Shine a Light, Martin Scorsese's Rolling Stones concert film, is not only a vanity project for everyone involved; it's a total tongue bath. The backstory: Scorsese has used Stones anthems in countless movies (Mean Streets, Goodfellas, Casino, The Departed), so the World's Greatest Rock 'n' Roll Band asked the Very Excellent Film Director whether he'd like to film the Highest-Grossing Tour of All Time.
He happily obliged, and all parties settled on documenting the second of two 2006 Stones-headlined charity benefits celebrating Bill Clinton's 60th birthday at Broadway's Beacon Theatre, a gilded vaudeville hall with a capacity of 2,800.
In Stones proportions, this is tantamount to a basement show, so Shine a Light comes packaged with the pretense of "intimacy." What the cozy circumstances do provide is icon interaction: Hillary Clinton politely making the Stones wait for her tardy mother; Keith Richards whispering about how he should walk up to Bill and say, "Hey, Clinton. I'm Bushed!" Meanwhile, a frantic Scorsese irons out last-minute logistics, admonishing one crew member over a lighting setup that could potentially set Mick on fire. These are Shine a Light's first and best 15 minutes.

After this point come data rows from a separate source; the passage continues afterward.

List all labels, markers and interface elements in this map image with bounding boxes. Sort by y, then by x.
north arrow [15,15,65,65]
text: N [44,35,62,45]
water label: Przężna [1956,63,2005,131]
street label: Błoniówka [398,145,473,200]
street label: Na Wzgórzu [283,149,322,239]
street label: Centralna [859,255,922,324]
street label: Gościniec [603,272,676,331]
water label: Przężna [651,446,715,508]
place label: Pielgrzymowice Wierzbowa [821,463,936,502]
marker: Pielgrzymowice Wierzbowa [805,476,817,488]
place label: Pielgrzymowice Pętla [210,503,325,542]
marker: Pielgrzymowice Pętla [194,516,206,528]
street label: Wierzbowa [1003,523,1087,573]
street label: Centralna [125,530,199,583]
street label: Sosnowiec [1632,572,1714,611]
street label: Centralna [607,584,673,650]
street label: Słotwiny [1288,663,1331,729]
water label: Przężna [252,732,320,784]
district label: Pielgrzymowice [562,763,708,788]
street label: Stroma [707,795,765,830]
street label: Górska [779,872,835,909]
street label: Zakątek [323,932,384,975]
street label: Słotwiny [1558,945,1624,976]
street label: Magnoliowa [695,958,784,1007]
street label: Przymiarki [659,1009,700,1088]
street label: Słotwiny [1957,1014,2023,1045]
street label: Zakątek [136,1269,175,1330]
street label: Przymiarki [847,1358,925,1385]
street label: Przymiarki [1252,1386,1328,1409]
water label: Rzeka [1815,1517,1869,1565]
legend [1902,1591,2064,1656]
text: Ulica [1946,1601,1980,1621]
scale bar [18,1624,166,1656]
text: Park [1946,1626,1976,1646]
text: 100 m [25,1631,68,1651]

The remaining 100 or so consist of a fairly decent, inoffensive, mostly unsurprising Stones concert. If Altamont was the Boston Massacre of rock shows, this is a presidential-library dedication. In San Francisco, Hells Angels, flabby nudes, and tripping hippies lined the stage. In Manhattan nearly 40 years later, the front row is full of expensive watches, gym members, and raised camera-phones.
So invariably they get the hits, Keith singing like a hound dog in heat for "Connection," and Jack White looking genuinely humbled to join Jagger for a superb rendition of "Loving Cup." Special guest Buddy Guy is dapper, fitting, and possibly stoned. Token female Christina Aguilera is actually pretty good.
Scorsese does splice the 90-minute performance with some hilarious archival footage. Mostly, though, the excavated interviews are devices for groaningly trite foreshadowing. Gee whillikers, Mick, can you see yourself doing this at 60? Mick: Yes, I can.
And so Shine a Light's only point seems to be: You try this at 60. But one would hope that, after The Last Waltz and No Direction Home, Scorsese might venture beyond making a glossy episode of Ripley's Believe It or Not.